News agencies are aware of the need to explain election reporting
6 mins read

News agencies are aware of the need to explain election reporting

The Associated Press will have thousands of people on hand next week to count votes and announce the winners and losers of the US election, continuing a tradition that began in 1848.

It’s an even bigger priority this year explain that process to outsiders.

The AP has already run a series of stories detailing how it all works, and has a team of reporters who will be tasked on election night with writing in plain text why it is “calling” key individual states for presidential candidates Kamala Harris or Donald Trump.

Similar plans are underway at other news organizations. At the AP, editors are alert to political misinformation and polls that reveal a growing distrust of the media, said Julie PaceSenior Vice President and Executive Editor.

“I can’t get people to trust us,” Pace said. “But we have spent an incredible amount of time, energy and resources on getting after just that. We take it very seriously.”

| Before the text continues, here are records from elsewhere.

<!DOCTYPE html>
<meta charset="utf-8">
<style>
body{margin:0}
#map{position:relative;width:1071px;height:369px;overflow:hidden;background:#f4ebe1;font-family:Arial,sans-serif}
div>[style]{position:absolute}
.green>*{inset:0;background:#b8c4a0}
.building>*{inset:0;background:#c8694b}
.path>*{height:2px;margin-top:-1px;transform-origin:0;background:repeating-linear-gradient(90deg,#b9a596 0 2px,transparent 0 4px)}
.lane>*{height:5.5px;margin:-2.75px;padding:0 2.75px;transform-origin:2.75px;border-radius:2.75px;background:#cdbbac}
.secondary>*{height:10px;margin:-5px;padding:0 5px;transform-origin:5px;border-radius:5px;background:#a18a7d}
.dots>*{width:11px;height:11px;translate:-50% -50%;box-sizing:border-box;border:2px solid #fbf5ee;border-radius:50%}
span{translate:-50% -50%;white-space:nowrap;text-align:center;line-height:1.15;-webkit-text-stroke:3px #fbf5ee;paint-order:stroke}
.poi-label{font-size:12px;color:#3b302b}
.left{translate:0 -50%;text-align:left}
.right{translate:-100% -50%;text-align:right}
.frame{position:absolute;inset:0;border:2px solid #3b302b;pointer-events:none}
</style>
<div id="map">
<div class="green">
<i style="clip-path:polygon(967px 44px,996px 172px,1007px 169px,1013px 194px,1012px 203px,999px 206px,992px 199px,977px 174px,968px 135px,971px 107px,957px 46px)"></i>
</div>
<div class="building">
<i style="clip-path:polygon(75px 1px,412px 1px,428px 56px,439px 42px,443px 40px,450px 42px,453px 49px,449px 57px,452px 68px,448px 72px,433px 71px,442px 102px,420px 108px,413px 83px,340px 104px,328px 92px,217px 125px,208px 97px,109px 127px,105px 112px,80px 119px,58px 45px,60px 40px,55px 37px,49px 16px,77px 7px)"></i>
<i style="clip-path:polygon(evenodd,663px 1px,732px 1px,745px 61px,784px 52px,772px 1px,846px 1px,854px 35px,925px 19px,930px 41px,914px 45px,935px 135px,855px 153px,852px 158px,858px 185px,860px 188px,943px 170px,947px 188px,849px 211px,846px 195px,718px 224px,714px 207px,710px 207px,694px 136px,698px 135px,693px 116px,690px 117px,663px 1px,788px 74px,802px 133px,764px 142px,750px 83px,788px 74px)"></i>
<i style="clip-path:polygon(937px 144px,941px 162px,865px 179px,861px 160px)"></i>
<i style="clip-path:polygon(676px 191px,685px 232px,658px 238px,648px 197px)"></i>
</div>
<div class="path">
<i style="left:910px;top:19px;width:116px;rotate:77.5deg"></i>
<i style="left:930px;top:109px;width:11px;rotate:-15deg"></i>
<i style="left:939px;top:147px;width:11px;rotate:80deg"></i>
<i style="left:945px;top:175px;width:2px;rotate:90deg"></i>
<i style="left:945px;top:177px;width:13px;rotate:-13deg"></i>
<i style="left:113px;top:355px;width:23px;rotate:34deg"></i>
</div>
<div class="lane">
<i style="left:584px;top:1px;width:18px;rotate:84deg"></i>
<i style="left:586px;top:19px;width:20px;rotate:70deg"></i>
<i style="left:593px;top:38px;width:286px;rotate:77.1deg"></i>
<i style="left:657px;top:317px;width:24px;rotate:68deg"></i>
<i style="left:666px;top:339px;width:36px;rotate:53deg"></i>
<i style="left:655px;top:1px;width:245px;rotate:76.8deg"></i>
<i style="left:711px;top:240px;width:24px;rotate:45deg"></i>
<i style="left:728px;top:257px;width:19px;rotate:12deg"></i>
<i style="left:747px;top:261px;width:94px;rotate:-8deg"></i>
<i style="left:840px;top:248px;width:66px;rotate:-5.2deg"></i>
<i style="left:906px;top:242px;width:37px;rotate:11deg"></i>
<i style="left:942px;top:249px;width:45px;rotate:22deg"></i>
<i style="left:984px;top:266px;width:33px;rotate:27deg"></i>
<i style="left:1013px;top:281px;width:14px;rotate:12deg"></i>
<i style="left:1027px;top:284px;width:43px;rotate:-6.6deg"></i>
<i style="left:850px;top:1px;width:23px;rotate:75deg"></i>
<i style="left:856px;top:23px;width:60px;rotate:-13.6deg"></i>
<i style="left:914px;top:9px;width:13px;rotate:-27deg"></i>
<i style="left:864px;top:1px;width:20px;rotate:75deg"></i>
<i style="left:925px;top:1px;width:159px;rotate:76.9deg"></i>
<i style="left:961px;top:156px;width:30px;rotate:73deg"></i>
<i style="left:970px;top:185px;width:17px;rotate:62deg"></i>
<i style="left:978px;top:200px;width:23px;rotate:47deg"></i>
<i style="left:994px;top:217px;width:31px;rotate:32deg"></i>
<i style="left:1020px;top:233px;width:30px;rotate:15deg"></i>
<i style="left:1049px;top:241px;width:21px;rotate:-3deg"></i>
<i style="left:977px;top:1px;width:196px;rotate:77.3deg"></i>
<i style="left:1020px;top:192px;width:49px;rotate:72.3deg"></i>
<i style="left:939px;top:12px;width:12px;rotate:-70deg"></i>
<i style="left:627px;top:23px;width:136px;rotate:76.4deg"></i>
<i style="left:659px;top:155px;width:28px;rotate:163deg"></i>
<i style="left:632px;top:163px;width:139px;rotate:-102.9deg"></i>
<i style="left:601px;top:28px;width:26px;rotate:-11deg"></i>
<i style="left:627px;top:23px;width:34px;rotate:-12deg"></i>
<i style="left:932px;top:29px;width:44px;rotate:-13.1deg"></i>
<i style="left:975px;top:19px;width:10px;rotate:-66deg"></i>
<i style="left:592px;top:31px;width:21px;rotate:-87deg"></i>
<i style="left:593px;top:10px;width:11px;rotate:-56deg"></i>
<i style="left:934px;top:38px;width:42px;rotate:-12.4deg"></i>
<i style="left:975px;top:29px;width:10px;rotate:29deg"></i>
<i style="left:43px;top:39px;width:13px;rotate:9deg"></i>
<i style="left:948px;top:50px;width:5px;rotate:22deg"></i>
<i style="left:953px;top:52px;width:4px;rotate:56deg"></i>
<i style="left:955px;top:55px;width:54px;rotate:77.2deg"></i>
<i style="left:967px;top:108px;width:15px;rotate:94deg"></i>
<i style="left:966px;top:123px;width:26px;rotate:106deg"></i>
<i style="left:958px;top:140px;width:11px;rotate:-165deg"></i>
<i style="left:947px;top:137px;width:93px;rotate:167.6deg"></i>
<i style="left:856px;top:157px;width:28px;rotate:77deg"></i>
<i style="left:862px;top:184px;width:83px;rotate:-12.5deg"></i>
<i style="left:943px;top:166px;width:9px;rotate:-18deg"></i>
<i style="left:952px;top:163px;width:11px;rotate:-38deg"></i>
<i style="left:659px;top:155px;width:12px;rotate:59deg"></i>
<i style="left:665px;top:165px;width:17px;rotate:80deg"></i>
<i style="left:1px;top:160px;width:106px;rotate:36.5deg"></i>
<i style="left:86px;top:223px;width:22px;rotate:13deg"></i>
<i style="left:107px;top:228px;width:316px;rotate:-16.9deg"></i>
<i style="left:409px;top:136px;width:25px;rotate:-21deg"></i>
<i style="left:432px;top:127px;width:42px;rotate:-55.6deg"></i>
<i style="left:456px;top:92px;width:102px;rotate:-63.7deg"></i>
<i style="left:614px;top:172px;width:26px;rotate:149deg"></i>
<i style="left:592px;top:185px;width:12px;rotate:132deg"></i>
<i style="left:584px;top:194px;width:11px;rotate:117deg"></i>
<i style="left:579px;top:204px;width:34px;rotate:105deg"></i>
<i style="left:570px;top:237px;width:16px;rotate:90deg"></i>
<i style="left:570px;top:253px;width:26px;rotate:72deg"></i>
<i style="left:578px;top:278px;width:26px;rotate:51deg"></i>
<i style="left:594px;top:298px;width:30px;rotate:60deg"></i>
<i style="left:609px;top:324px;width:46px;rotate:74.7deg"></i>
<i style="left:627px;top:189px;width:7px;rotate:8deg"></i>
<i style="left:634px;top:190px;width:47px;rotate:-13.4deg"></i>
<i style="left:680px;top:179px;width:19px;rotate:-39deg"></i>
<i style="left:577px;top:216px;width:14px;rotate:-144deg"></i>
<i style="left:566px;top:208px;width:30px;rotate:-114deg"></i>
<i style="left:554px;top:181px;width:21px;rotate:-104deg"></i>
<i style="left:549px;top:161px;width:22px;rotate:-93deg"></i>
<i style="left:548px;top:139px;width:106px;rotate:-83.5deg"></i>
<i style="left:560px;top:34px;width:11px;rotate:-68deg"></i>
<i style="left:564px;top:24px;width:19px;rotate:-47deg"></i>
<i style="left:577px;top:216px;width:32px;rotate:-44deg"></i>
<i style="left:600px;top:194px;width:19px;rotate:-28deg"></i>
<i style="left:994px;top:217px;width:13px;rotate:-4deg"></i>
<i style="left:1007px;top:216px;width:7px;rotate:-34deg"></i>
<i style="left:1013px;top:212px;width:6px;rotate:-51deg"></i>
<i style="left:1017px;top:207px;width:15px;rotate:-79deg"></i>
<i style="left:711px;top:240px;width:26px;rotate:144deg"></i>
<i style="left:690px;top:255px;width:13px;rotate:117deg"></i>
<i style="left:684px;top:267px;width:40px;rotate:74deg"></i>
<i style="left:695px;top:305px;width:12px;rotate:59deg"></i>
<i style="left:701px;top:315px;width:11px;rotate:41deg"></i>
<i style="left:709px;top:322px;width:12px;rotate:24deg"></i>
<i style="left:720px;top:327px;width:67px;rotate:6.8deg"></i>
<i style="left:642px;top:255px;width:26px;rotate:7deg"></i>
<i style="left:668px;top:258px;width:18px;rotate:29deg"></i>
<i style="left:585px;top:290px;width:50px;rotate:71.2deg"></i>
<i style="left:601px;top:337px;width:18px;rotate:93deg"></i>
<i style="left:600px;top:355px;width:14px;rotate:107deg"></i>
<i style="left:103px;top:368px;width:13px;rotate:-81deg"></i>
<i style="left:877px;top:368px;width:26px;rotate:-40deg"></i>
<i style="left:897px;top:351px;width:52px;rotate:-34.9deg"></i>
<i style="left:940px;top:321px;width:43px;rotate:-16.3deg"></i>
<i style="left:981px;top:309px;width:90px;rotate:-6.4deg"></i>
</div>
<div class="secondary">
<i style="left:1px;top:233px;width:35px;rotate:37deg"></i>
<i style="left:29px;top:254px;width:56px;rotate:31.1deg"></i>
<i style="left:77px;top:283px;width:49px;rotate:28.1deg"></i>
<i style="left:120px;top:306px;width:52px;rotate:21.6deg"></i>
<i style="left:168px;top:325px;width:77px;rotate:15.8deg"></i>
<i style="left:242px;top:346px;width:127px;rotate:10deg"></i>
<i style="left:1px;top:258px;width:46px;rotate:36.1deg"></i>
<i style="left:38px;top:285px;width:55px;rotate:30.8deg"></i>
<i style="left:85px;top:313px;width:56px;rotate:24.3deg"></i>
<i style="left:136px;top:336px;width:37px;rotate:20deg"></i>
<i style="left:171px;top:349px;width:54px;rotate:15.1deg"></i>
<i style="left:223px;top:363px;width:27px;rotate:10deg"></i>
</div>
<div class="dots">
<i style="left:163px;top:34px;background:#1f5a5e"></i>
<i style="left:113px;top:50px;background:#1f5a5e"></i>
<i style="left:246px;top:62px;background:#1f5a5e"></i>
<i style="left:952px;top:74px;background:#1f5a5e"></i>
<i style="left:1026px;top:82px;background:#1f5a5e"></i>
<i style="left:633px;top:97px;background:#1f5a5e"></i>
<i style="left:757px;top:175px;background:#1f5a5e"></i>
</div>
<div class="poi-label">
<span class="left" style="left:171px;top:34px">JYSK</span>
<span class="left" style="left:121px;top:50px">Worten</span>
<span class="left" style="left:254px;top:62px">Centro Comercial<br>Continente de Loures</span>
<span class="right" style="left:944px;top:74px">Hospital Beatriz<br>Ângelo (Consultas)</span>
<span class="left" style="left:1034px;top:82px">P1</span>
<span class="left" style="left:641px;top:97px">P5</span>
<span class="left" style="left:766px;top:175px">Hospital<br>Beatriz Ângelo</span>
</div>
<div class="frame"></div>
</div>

Several news organizations are trying to explain things

NBC News has posted explanatory stories on its website — one, for example, telling readers how exit polls work and how the network will use them. The New York Times has promised more information will follow with one of its most popular election night online features, the needlewhich fluctuates as it measures the probability of which presidential candidate wins.

On the air, ABC News has run one Protect your voice series, which has profiled election workers, explained why there are fewer polling stations and introduced people caught up in election processes.

CNN is also publishing a series of articles explaining the projection process and exit polls, and providing advice on how people should follow election night coverage. It is too make a version of its “Magic Wall” available online, so viewers can have the same access to statistics and historical comparisons as correspondents John King has in the air.

AP’s election night role i counting the vote is unique, built on the assumption that although individual jurisdictions report agreements, there is no federal agency that can pull it all together.

The process involves almost 5,000 people and the data is widely used in the news industry. Stringers collects results directly from local governments across the country and transmits them to a voter entry center, where the numbers are collated and checked against online sources. Separately, the news organization — like the major television networks — calling individual races leverage actual results, exit polls and historical trends.

The rule for picking a winner is simple: “We call the race when there’s no way the trailing candidate can catch up,” Pace said. In 2020, news channels declared Joe Biden the winner over Trump on the Saturday after Election Day.

The AP expects to make calls this year in 6,832 individual races, from the president down to local elections and ballot measures.

Why do you call – and why don’t you call?

A dozen journalists have been assigned to write stories and live blog posts explaining the specific factors involved in making calls in the key presidential primary states and other closely watched races. It’s a test for writers: It requires both technical knowledge and an ability to convey that information clearly and quickly.

It’s also important to keep people updated when a race is too close or there are other factors holding back a call.

“It is absolutely essential for an organization to be as transparent as possible, especially since there has been an attempt to challenge the credibility of conversations,” said Mark Lukasiewiczdean of Hofstra University’s School of Communication and a longtime NBC News producer. At the same time, it’s hard to do in a way that makes sense to people who aren’t statisticians or experts in system operations, he said.

AP was correct in all of its calls for president, congress and governors in the 2020 race, an overall accuracy rate of 99.9%.

Still, then-President Trump and his supporters were enraged when Fox News Channel and the AP reported Biden as the winner in the key state of Arizona well ahead of other news organizations. The call was found to be correct but it raised suspicions about the voting process. Fox, in particular, faced one huge setback from their viewers.

There is a direct line from that episode to the AP’s push to be more systematic and thorough in its explanatory efforts this year, Pace said.

“We need to get better and faster at explaining what’s happening in those moments rather than saying, ‘We’re AP, we’re 99% accurate, of course we’re right,'” she said.

Only about a quarter of Republicans say they have either “a lot” or “somewhat” confidence that votes will be counted accurately across the country, according to a poll released last Friday by Associated Press-NORC Center for Public Affairs Research. About three-quarters of Democrats reported the same level of confidence.

Don’t overlook routine things that can become stories

Journalists also need to be aware that even small things that happen routinely during elections—numbers incorrectly transferred to a vote tally, or broken voting machines resulting in extended hours at some polling places—are stories that need to be reported in order to do so. not blown up in conspiracy theories.

In the end, the elections in the United States have been incredibly well conducted, Pace said.

“My hope is that if people are confused about what’s going to happen here, what’s going on behind the scenes, we’ve been very transparent,” she said. “Everything is there. Everything is accessible to people.

“I’m not naive enough to think that putting it out there will quell any skepticism about elections or stomp out all the misinformation, but it’s an incredibly robust effort to make sure that fact-based explanatory information about elections is out there.”

The AP experimented with more of this material early in the election season and it proved popular with readers. “It reinforced for us that this is something we should do,” she said.

___

Republished with permission of the Associated Press.